What To Do With ACA Insurance When Turning 65?
If you have an individual health plan through the Affordable Care Act (ACA) marketplace, you’ll want to cancel that plan when you are eligible for Medicare at age 65. That’s because ACA plans are no longer terminated automatically when a person turns 65. From my experience, many insurance agents will not tell you to cancel the marketplace plan the month before you turn 65. This could be a costly mistake that could easily be avoided.
What makes this confusing to the insurance industry as a whole is there are so many names for this insurance, such as marketplace insurance, Obamacare and ACA plans. Before 2010, when the ACA went into effect, all plans outside group insurance were referred to by one name: individual health insurance.
As an owner of a healthcare insurance agency with over 10 years of experience, I have provided expert support to thousands of Medicare-eligible individuals. I would often explain that Obamacare was designed for Americans under 65, and Medicare was designed for those 65 and older.
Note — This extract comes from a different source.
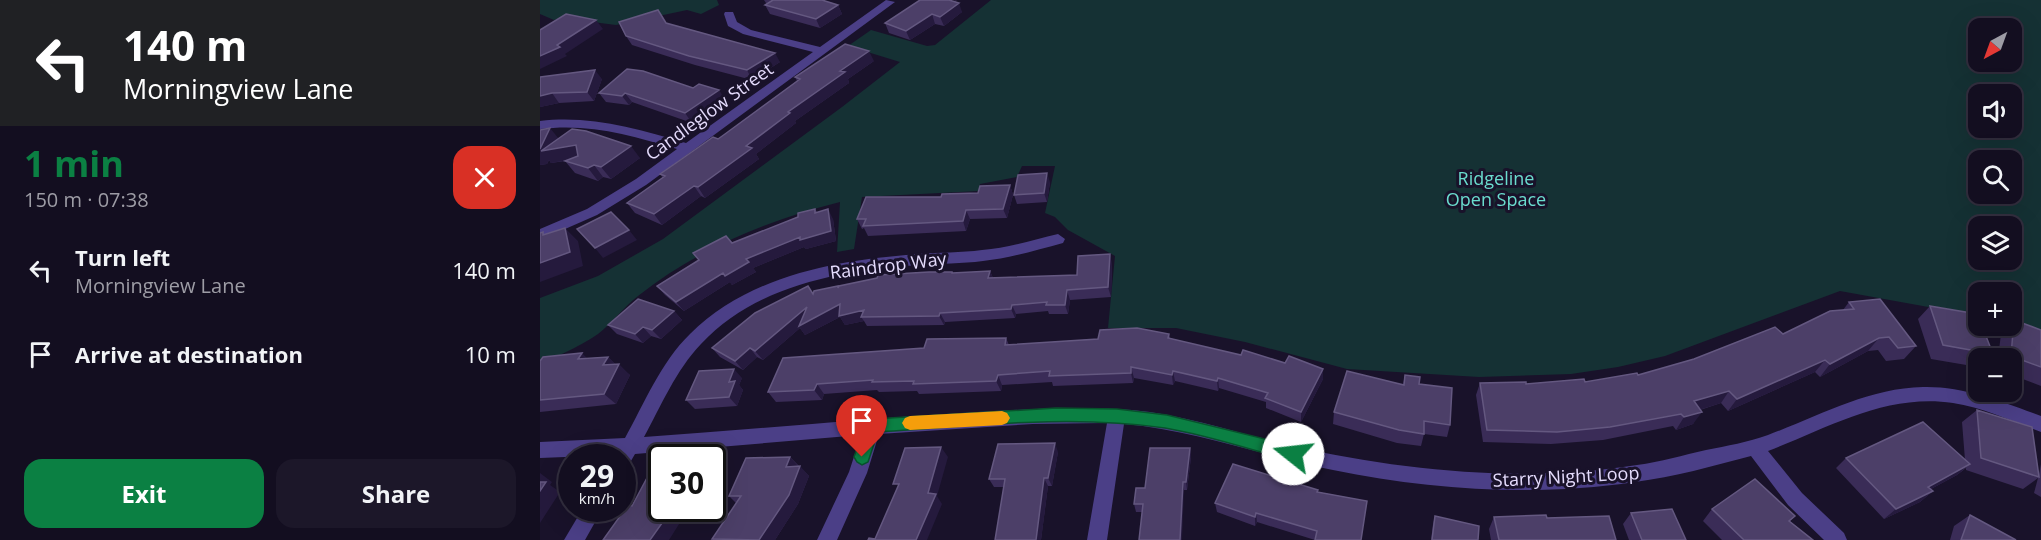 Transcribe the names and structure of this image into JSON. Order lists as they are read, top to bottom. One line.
{"streets":{"street":["Candleglow Street","Raindrop Way","Starry Night Loop"]},"parks":["Ridgeline Open Space"],"north":"bottom left","page":{"turn":["140 m","Morningview Lane"],"map_buttons":["+","−"],"heading":["1 min","150 m · 07:38"],"list":[{"name":"Turn left","note":"Morningview Lane","value":"140 m"},{"name":"Arrive at destination","value":"10 m"}],"speed":"29 km/h","limit":"30","buttons":["Exit","Share"]}} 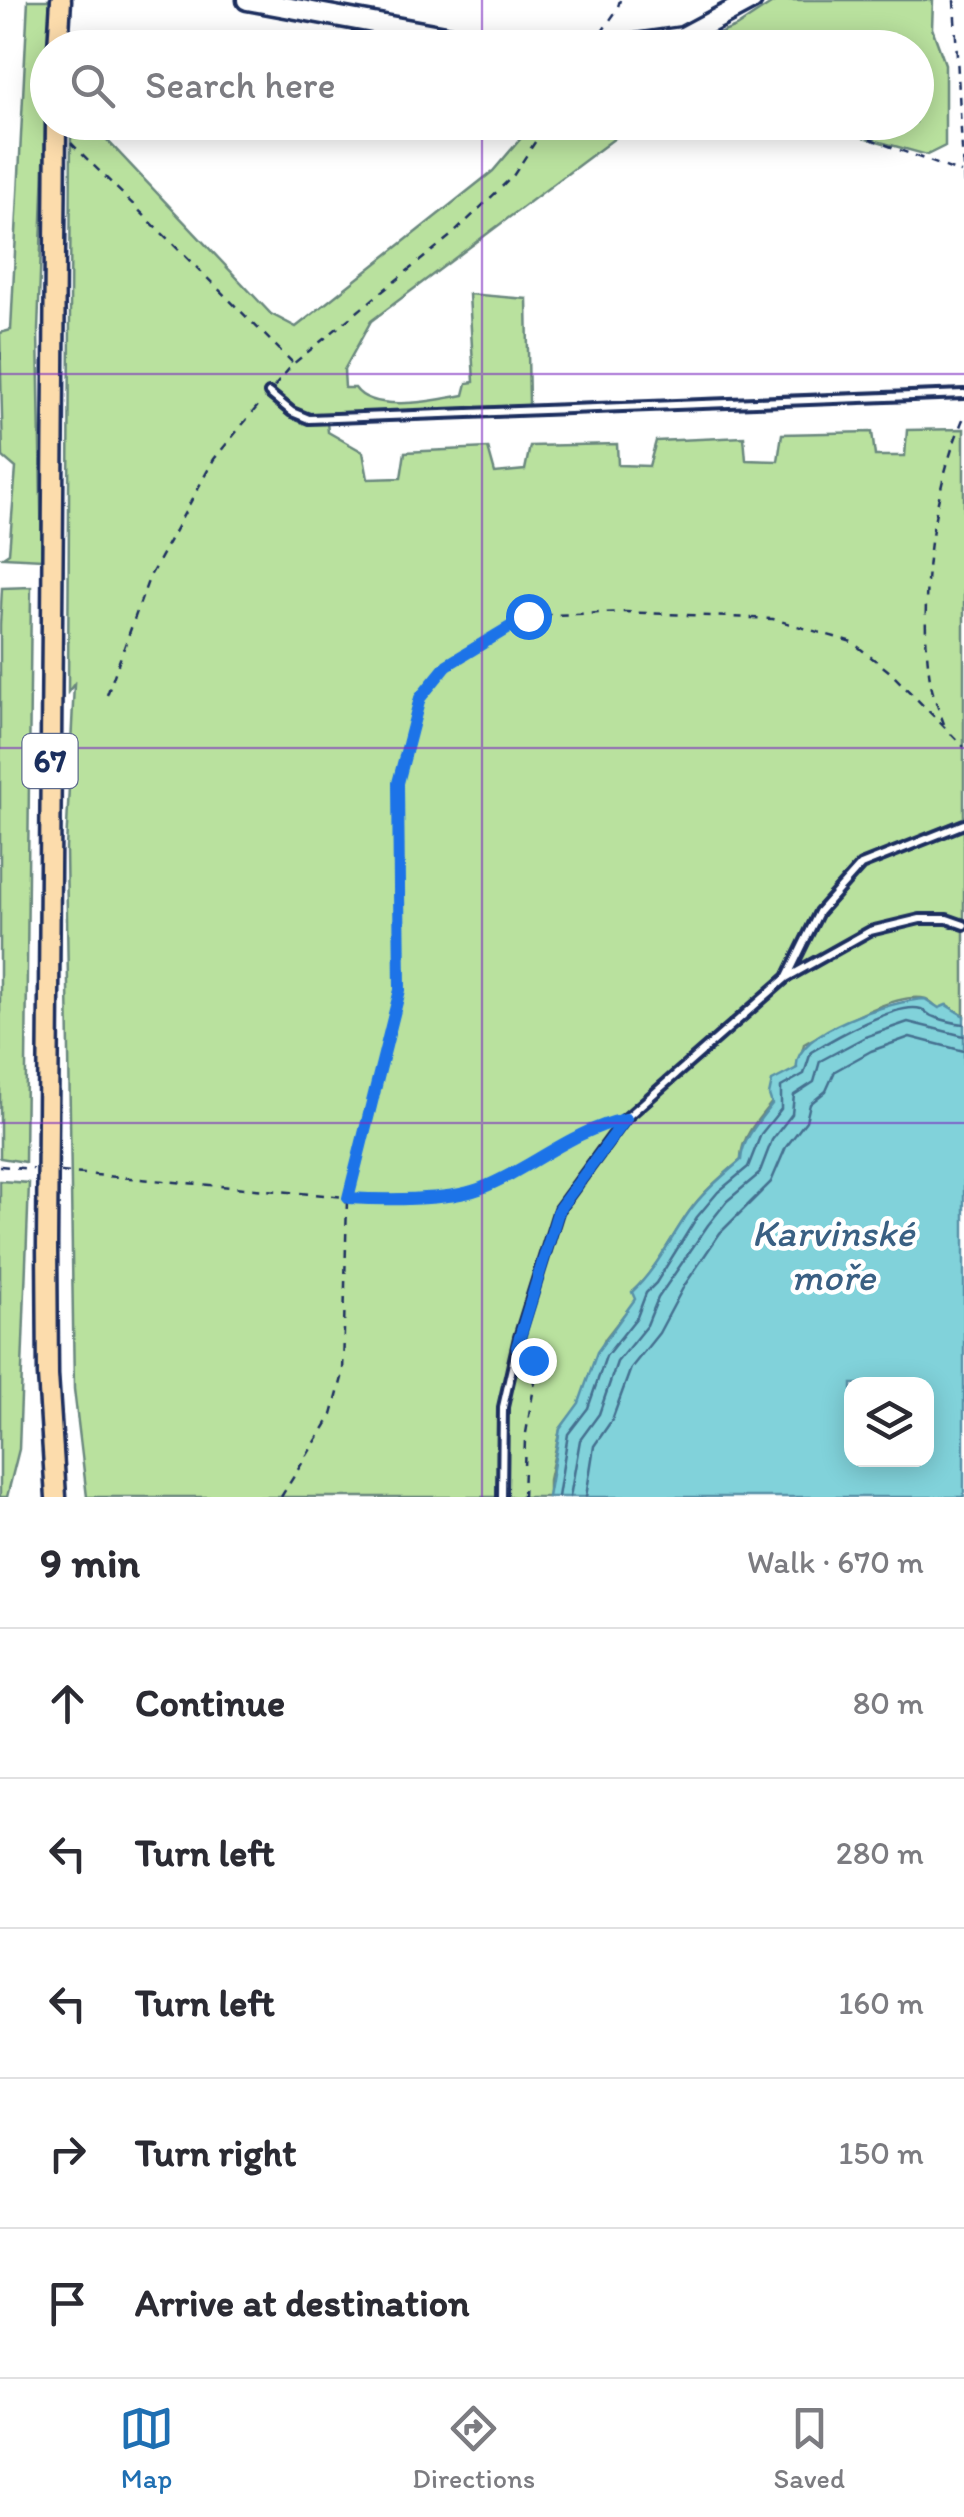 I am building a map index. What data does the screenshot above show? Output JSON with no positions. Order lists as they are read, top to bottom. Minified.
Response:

Before 2014, individual health insurance plans would automatically be canceled when a person turned 65, but things have changed. At that time, private insurance companies were not getting any subsidies from the federal government, and someone could not enroll in a plan when they were 65 or older. People turning 65 were generally excited to get Medicare because of the high costs associated with individual health insurance plans. It was pretty cut and dry back then.
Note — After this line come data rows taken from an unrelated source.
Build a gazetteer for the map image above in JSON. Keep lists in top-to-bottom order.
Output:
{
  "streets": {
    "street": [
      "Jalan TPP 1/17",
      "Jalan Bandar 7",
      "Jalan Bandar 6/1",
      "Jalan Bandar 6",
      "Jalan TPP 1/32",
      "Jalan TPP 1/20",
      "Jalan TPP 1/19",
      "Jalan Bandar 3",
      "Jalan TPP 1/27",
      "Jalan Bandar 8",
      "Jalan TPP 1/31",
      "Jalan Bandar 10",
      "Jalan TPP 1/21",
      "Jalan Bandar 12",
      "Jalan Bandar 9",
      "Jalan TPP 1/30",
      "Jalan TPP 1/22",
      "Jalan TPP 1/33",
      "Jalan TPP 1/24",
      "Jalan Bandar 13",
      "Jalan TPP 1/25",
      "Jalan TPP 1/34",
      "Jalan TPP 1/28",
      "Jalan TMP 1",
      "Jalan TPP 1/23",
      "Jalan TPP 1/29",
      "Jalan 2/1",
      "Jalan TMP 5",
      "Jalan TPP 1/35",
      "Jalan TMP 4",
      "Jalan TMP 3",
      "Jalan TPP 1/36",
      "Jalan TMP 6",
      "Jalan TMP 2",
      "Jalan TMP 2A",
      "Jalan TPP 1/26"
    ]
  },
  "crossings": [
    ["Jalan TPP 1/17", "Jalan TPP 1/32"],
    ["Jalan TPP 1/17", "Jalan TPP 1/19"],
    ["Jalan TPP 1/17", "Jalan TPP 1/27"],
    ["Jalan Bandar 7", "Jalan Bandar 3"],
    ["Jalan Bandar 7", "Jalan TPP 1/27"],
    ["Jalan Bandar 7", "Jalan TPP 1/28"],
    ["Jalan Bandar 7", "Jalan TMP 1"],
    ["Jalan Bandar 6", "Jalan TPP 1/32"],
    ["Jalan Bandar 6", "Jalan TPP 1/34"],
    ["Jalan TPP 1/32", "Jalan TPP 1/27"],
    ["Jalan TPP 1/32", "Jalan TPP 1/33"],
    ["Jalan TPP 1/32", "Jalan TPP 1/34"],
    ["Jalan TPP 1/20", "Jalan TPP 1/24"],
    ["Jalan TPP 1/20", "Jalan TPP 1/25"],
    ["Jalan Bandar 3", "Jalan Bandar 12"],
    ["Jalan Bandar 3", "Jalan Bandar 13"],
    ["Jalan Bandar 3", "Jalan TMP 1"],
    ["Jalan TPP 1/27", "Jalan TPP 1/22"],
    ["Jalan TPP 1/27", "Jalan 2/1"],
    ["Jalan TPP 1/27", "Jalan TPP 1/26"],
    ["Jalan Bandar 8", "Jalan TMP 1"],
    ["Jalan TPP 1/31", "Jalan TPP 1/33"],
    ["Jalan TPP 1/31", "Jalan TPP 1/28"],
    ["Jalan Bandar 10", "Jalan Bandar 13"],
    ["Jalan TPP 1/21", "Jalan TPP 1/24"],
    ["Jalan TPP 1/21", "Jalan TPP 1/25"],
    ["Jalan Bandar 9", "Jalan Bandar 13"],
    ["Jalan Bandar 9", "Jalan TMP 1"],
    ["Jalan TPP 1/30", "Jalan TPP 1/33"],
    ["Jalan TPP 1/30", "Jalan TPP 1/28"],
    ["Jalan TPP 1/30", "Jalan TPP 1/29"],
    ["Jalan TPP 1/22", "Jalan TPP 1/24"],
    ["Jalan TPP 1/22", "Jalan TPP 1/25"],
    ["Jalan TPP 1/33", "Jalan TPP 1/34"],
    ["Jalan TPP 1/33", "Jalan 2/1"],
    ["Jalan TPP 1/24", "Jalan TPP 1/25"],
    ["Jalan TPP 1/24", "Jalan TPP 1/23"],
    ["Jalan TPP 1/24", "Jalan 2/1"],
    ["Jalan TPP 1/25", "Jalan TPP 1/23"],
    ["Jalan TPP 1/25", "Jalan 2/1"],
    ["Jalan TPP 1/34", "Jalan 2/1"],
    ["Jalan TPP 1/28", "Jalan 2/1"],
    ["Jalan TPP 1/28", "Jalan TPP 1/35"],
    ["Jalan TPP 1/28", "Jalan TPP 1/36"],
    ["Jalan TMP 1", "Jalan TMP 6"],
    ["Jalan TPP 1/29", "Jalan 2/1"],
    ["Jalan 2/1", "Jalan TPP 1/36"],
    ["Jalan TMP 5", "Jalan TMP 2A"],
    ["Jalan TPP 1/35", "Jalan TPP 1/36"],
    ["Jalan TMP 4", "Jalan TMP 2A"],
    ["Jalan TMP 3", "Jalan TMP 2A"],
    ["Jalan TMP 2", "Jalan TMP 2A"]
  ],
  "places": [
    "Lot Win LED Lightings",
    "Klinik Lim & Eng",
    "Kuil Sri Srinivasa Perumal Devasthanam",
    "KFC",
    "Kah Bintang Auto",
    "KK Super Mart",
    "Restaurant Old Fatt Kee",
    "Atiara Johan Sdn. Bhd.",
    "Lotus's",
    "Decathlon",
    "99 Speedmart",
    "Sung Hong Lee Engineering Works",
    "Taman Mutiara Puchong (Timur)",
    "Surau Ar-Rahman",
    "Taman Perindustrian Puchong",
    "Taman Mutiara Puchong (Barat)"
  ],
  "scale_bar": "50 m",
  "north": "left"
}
Today, someone turning 65 could be paying less than $100 per month for their individual health insurance plan because of tax subsidies. When the Affordable Care Act was passed, it came with tax subsidies for incomes between 100% to 400% of the federal poverty level. In 2021, this would translate to an individual whose income was between $12,760 to $51,040. If someone does not have access to affordable health coverage through an employer, Medicare, Medicaid or some other form of public assistance, they can receive some sort of tax subsidy for their individual health insurance through the marketplace.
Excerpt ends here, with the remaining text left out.